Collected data

• • • •

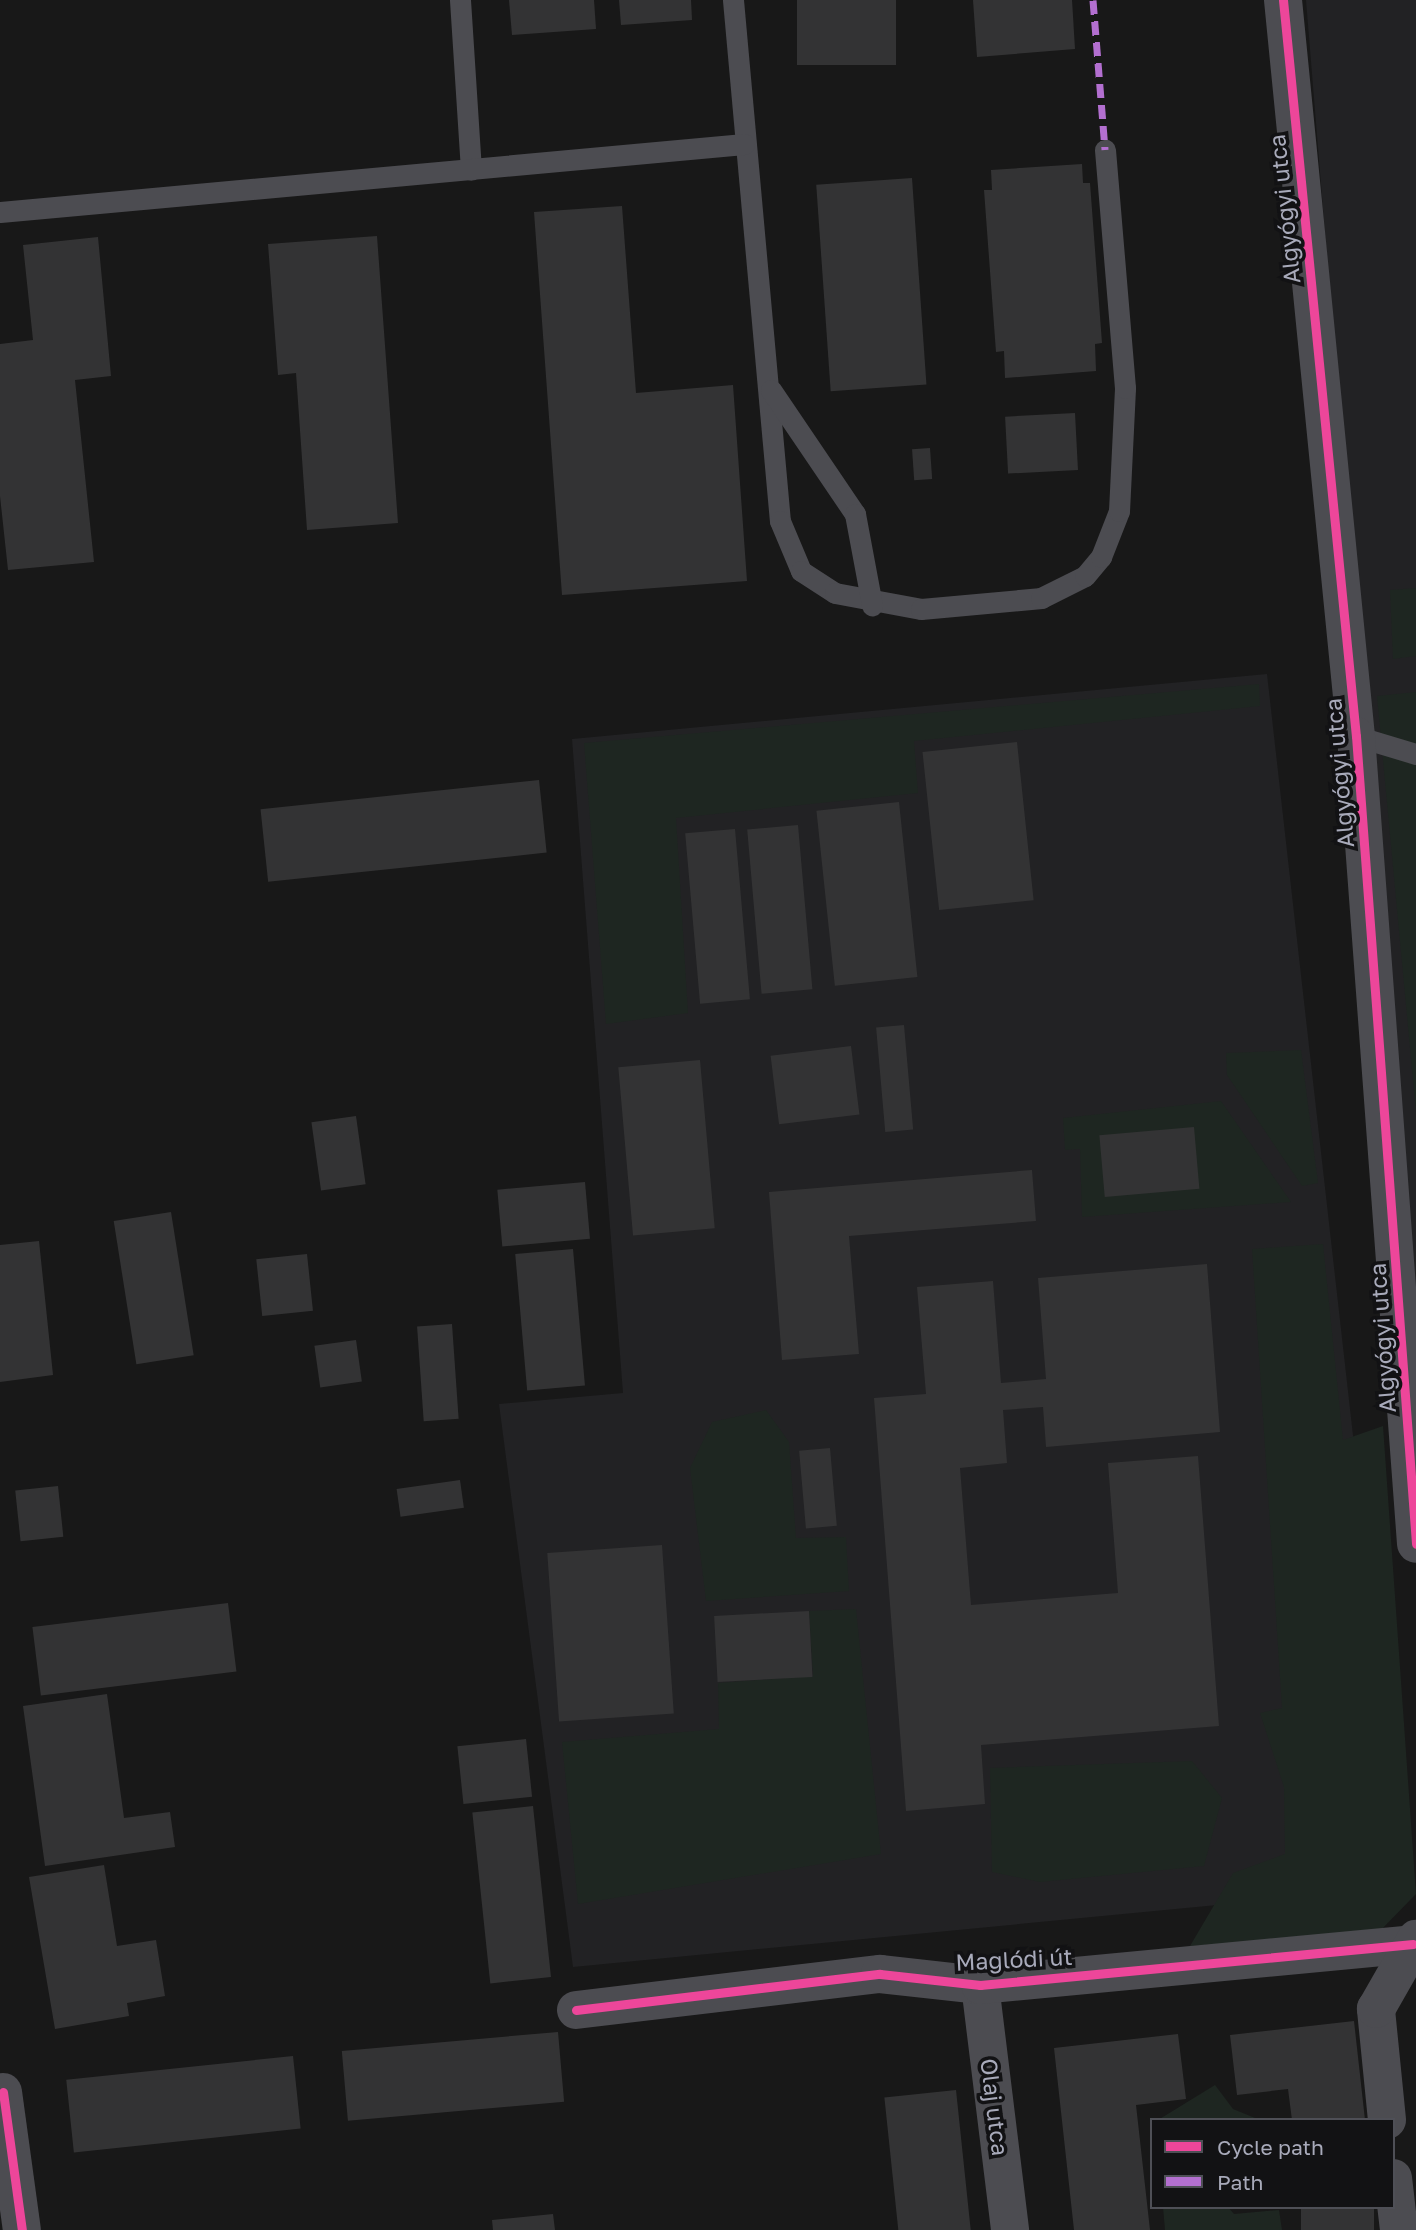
<!DOCTYPE html>
<html>
<head>
<meta charset="utf-8">
<style>
  body { margin:0 }
  #map { position:relative; width:1416px; height:2230px; overflow:hidden; background:#181818; font-family:"Golos Text",sans-serif }
  div>[style] { position:absolute }
  .built>* { inset:0; background:#222224 }
  .green>* { inset:0; background:#1e2621 }
  .building>* { inset:0; background:#333334; transform-origin:0 0 }
  .service>* { height:21px; margin:-10.5px; padding:0 10.5px; transform-origin:10.5px; border-radius:10.5px; background:#4c4c51 }
  .minor>* { height:38px; margin:-19px; padding:0 19px; transform-origin:19px; border-radius:19px; background:#4c4c51 }
  .quiet>* { height:7px; margin-top:-3.5px; transform-origin:0; background:repeating-linear-gradient(90deg,#b36fd0 0 14px,transparent 0 21px) }
  .cycleway>* { height:9px; margin:-4.5px; padding:0 4.5px; transform-origin:4.5px; border-radius:4.5px; background:#ed469a }
  span { translate:-50% -50%; white-space:nowrap; text-align:center; line-height:1.15; -webkit-text-stroke:7px #121214; paint-order:stroke }
  .street-label { font-size:23px; color:#a8aaba }
  .legend { position:absolute; left:1150px; top:2118px; width:245px; height:91px; box-sizing:border-box; background:#121214; border:2px solid #4e4f56; margin:0; padding:9px 12px; list-style:none; font-size:21px; color:#a8aaba }
  .legend li { display:flex; align-items:center; gap:14px; height:35px }
  .legend b { width:35px; border:2px solid #4e4f56 }
</style>
</head>
<body>
<div id="map">
  <div class="built">
    <i style="clip-path:polygon(1306px 0,1416px 0,1416px 1351px)"></i>
    <i style="clip-path:polygon(1267px 674px,1404px 1887px,573px 1967px,499px 1404px,623px 1393px,572px 739px)"></i>
  </div>
  <div class="green">
    <i style="clip-path:polygon(1416px 588px,1416px 656px,1393px 659px,1390px 590px)"></i>
    <i style="clip-path:polygon(1259px 684px,1260px 706px,914px 741px,918px 793px,676px 818px,688px 1013px,606px 1024px,584px 743px)"></i>
    <i style="clip-path:polygon(1416px 692px,1416px 1112px,1377px 696px)"></i>
    <i style="clip-path:polygon(1301px 1050px,1318px 1183px,1302px 1186px,1227px 1075px,1226px 1053px)"></i>
    <i style="clip-path:polygon(1221px 1101px,1291px 1202px,1082px 1217px,1080px 1149px,1065px 1150px,1063px 1118px)"></i>
    <i style="clip-path:polygon(1323px 1244px,1343px 1440px,1383px 1426px,1416px 1894px,1378px 1933px,1190px 1946px,1233px 1873px,1285px 1854px,1284px 1787px,1260px 1713px,1282px 1708px,1252px 1249px)"></i>
    <i style="clip-path:polygon(766px 1410px,789px 1442px,796px 1538px,846px 1537px,849px 1591px,706px 1601px,690px 1468px,712px 1422px)"></i>
    <i style="clip-path:polygon(856px 1609px,881px 1854px,578px 1904px,562px 1742px,719px 1729px,718px 1683px,813px 1676px,809px 1611px)"></i>
    <i style="clip-path:polygon(1192px 1761px,1222px 1798px,1204px 1866px,1040px 1882px,992px 1872px,990px 1768px)"></i>
    <i style="clip-path:polygon(1215px 2085px,1233px 2109px,1260px 2120px,1158px 2120px)"></i>
    <i style="clip-path:polygon(1163px 2207px,1228px 2207px,1234px 2214px,1279px 2210px,1282px 2230px,1165px 2230px)"></i>
  </div>
  <div class="building">
    <i style="clip-path:polygon(509px 0,594px 0,596px 29px,512px 35px)"></i>
    <i style="clip-path:polygon(619px 0,691px 0,692px 20px,621px 25px)"></i>
    <i style="left:797px;top:0;width:99px;height:65px"></i>
    <i style="clip-path:polygon(973px 0,1072px 0,1075px 49px,977px 57px)"></i>
    <i style="clip-path:polygon(1082px 164px,1083px 183px,1090px 183px,1102px 343px,1095px 344px,1096px 371px,1005px 378px,1004px 351px,996px 352px,984px 190px,992px 190px,991px 170px)"></i>
    <i style="left:912px;top:178px;width:207px;height:96px;rotate:86deg"></i>
    <i style="clip-path:polygon(622px 206px,636px 393px,733px 385px,747px 581px,562px 595px,534px 212px)"></i>
    <i style="clip-path:polygon(377px 236px,398px 523px,307px 530px,296px 373px,278px 375px,268px 244px)"></i>
    <i style="clip-path:polygon(98px 237px,111px 376px,75px 380px,94px 562px,8px 570px,0 496px,0 344px,33px 340px,23px 245px)"></i>
    <i style="left:1075px;top:413px;width:57px;height:70px;rotate:87deg"></i>
    <i style="left:930px;top:448px;width:31px;height:18px;rotate:86deg"></i>
    <i style="left:1017px;top:742px;width:159px;height:95px;rotate:84deg"></i>
    <i style="left:539px;top:780px;width:73px;height:280px;rotate:84deg"></i>
    <i style="left:899px;top:802px;width:176px;height:83px;rotate:84deg"></i>
    <i style="left:798px;top:825px;width:165px;height:51px;rotate:85deg"></i>
    <i style="left:735px;top:829px;width:171px;height:50px;rotate:85deg"></i>
    <i style="left:904px;top:1025px;width:105px;height:28px;rotate:85deg"></i>
    <i style="left:851px;top:1046px;width:69px;height:81px;rotate:83deg"></i>
    <i style="left:700px;top:1060px;width:169px;height:82px;rotate:85deg"></i>
    <i style="left:356px;top:1116px;width:69px;height:45px;rotate:82deg"></i>
    <i style="left:1194px;top:1127px;width:62px;height:95px;rotate:85deg"></i>
    <i style="clip-path:polygon(1032px 1170px,1036px 1221px,849px 1236px,859px 1354px,782px 1360px,769px 1192px)"></i>
    <i style="left:585px;top:1182px;width:57px;height:88px;rotate:85deg"></i>
    <i style="left:171px;top:1212px;width:145px;height:58px;rotate:81deg"></i>
    <i style="clip-path:polygon(39px 1241px,53px 1375px,0 1382px,0 1245px)"></i>
    <i style="left:573px;top:1249px;width:137px;height:58px;rotate:85deg"></i>
    <i style="left:307px;top:1254px;width:57px;height:51px;rotate:84deg"></i>
    <i style="clip-path:polygon(1207px 1264px,1220px 1432px,1046px 1447px,1043px 1407px,1003px 1410px,1007px 1463px,960px 1468px,971px 1605px,1118px 1593px,1108px 1463px,1198px 1456px,1219px 1726px,981px 1745px,985px 1804px,906px 1811px,874px 1398px,926px 1394px,917px 1287px,993px 1281px,1001px 1383px,1046px 1379px,1038px 1278px)"></i>
    <i style="left:452px;top:1324px;width:95px;height:35px;rotate:86deg"></i>
    <i style="left:356px;top:1340px;width:42px;height:42px;rotate:82deg"></i>
    <i style="left:830px;top:1448px;width:78px;height:31px;rotate:85deg"></i>
    <i style="left:460px;top:1480px;width:28px;height:64px;rotate:82deg"></i>
    <i style="left:58px;top:1486px;width:51px;height:43px;rotate:84deg"></i>
    <i style="left:662px;top:1545px;width:169px;height:115px;rotate:86deg"></i>
    <i style="left:228px;top:1603px;width:69px;height:197px;rotate:83deg"></i>
    <i style="left:809px;top:1611px;width:66px;height:95px;rotate:87deg"></i>
    <i style="clip-path:polygon(107px 1694px,124px 1818px,170px 1812px,175px 1847px,45px 1866px,23px 1706px)"></i>
    <i style="left:526px;top:1739px;width:58px;height:69px;rotate:84deg"></i>
    <i style="left:533px;top:1806px;width:172px;height:61px;rotate:84deg"></i>
    <i style="clip-path:polygon(104px 1865px,117px 1946px,156px 1940px,165px 1996px,127px 2003px,129px 2016px,55px 2029px,29px 1877px)"></i>
    <i style="clip-path:polygon(1354px 2021px,1365px 2120px,1292px 2120px,1288px 2089px,1237px 2095px,1230px 2035px)"></i>
    <i style="left:558px;top:2032px;width:70px;height:217px;rotate:85deg"></i>
    <i style="clip-path:polygon(1178px 2034px,1186px 2099px,1136px 2105px,1150px 2230px,1074px 2230px,1054px 2048px)"></i>
    <i style="left:293px;top:2056px;width:73px;height:228px;rotate:84deg"></i>
    <i style="left:956px;top:2090px;width:141px;height:72px;rotate:84deg"></i>
    <i style="left:1301px;top:2207px;width:73px;height:23px"></i>
    <i style="clip-path:polygon(553px 2214px,555px 2230px,493px 2230px,492px 2220px)"></i>
  </div>
  <div class="service">
    <i style="left:460px;top:0;width:170px;rotate:86.3deg"></i>
    <i style="left:733px;top:0;width:523px;rotate:84.85deg"></i>
    <i style="left:780px;top:521px;width:54px;rotate:67.2deg"></i>
    <i style="left:801px;top:571px;width:40px;rotate:32.9deg"></i>
    <i style="left:835px;top:593px;width:87px;rotate:10.5deg"></i>
    <i style="left:921px;top:609px;width:121px;rotate:-5.2deg"></i>
    <i style="left:1041px;top:598px;width:49px;rotate:-26.6deg"></i>
    <i style="left:1085px;top:576px;width:25px;rotate:-50deg"></i>
    <i style="left:1101px;top:557px;width:49px;rotate:-68.6deg"></i>
    <i style="left:1119px;top:511px;width:123px;rotate:-87.2deg"></i>
    <i style="left:1125px;top:388px;width:239px;rotate:-94.8deg"></i>
    <i style="left:0;top:212px;width:747px;rotate:-5.22deg"></i>
    <i style="left:771px;top:390px;width:150px;rotate:55.9deg"></i>
    <i style="left:855px;top:514px;width:93px;rotate:79.4deg"></i>
    <i style="left:1356px;top:736px;width:63px;rotate:16.7deg"></i>
  </div>
  <div class="minor">
    <i style="left:1283px;top:0;width:740px;rotate:84.34deg"></i>
    <i style="left:1356px;top:736px;width:810px;rotate:85.75deg"></i>
    <i style="left:980px;top:1985px;width:247px;rotate:83deg"></i>
    <i style="left:576px;top:2010px;width:306px;rotate:-6.8deg"></i>
    <i style="left:880px;top:1974px;width:101px;rotate:6.3deg"></i>
    <i style="left:980px;top:1985px;width:435px;rotate:-5.4deg"></i>
    <i style="left:3px;top:2092px;width:139px;rotate:82.2deg"></i>
    <i style="left:1387px;top:2120px;width:112px;rotate:-95.7deg"></i>
    <i style="left:1376px;top:2009px;width:81px;rotate:-60.3deg"></i>
    <i style="left:1393px;top:2178px;width:52px;rotate:83.4deg"></i>
  </div>
  <div class="quiet">
    <i style="left:1093px;top:0;width:150px;rotate:85.4deg"></i>
  </div>
  <div class="cycleway">
    <i style="left:1283px;top:0;width:740px;rotate:84.34deg"></i>
    <i style="left:1356px;top:736px;width:810px;rotate:85.75deg"></i>
    <i style="left:576px;top:2010px;width:306px;rotate:-6.8deg"></i>
    <i style="left:880px;top:1974px;width:101px;rotate:6.3deg"></i>
    <i style="left:980px;top:1985px;width:435px;rotate:-5.4deg"></i>
    <i style="left:3px;top:2092px;width:139px;rotate:82.2deg"></i>
  </div>
  <div class="street-label">
    <span style="left:1284px;top:209px;rotate:-96deg">Algyógyi utca</span>
    <span style="left:1339px;top:773px;rotate:-95deg">Algyógyi utca</span>
    <span style="left:1382px;top:1338px;rotate:-94deg">Algyógyi utca</span>
    <span style="left:1014px;top:1959px;rotate:-3deg">Maglódi út</span>
    <span style="left:995px;top:2107px;rotate:83deg">Olaj utca</span>
  </div>
  <ul class="legend">
  <li><b style="height:9px;background:#ed469a"></b>Cycle path</li>
  <li><b style="height:9px;background:#b36fd0"></b>Path</li>
  </ul>
</div>
</body>
</html>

• • • •

§ Problem to work on:
If a line in the records above contains the word "color", count it, then give the total and nothing else.

§ Answer area:
2